Only the line with "Map reading. What" and the lines after it, to the end of the data, should appear in the answer, each reproduced exactly.

[[ Data for this exercise open ]]

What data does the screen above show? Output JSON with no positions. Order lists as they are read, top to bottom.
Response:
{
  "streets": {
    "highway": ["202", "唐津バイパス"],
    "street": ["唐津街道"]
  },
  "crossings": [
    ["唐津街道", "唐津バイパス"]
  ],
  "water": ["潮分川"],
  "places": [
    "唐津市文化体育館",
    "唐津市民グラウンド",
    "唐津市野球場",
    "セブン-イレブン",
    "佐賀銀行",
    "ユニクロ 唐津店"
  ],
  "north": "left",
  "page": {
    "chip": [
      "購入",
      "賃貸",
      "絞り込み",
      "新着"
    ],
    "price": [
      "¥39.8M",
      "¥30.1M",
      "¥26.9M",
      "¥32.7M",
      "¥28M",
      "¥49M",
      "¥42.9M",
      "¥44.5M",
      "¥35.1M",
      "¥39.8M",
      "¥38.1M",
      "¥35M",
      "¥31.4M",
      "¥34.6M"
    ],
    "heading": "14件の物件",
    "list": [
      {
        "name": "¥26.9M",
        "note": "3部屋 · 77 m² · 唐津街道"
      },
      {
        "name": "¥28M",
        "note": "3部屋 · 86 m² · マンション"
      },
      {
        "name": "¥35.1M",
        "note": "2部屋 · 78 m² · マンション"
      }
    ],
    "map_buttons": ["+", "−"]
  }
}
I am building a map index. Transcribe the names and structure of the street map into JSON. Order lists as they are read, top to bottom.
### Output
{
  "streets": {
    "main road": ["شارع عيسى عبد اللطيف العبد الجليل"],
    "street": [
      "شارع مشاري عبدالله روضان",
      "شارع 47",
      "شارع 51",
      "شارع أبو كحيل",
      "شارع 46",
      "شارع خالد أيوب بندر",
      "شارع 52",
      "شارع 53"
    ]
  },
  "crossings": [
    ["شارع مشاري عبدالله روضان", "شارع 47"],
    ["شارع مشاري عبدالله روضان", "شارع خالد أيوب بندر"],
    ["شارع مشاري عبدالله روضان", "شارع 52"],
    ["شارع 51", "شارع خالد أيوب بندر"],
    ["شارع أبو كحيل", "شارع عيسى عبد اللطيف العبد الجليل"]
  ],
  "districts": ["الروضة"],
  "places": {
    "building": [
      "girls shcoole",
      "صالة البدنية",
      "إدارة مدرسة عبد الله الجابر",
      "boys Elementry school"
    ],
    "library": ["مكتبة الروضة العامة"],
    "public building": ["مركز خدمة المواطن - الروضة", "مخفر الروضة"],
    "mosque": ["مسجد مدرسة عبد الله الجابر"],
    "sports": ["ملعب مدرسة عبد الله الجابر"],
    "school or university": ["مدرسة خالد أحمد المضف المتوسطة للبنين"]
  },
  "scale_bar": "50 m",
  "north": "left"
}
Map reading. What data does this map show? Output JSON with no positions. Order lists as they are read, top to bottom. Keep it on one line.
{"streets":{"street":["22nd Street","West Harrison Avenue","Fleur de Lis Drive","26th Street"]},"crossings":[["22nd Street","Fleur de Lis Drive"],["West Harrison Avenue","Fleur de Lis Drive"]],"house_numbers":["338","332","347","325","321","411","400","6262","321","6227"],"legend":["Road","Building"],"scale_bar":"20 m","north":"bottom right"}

[[ Data for this exercise closed ]]

§ Answer section:
Map reading. What data does this map show? Output JSON with no positions. Order lists as they are read, top to bottom. Keep it on one line.
{"streets":{"street":["22nd Street","West Harrison Avenue","Fleur de Lis Drive","26th Street"]},"crossings":[["22nd Street","Fleur de Lis Drive"],["West Harrison Avenue","Fleur de Lis Drive"]],"house_numbers":["338","332","347","325","321","411","400","6262","321","6227"],"legend":["Road","Building"],"scale_bar":"20 m","north":"bottom right"}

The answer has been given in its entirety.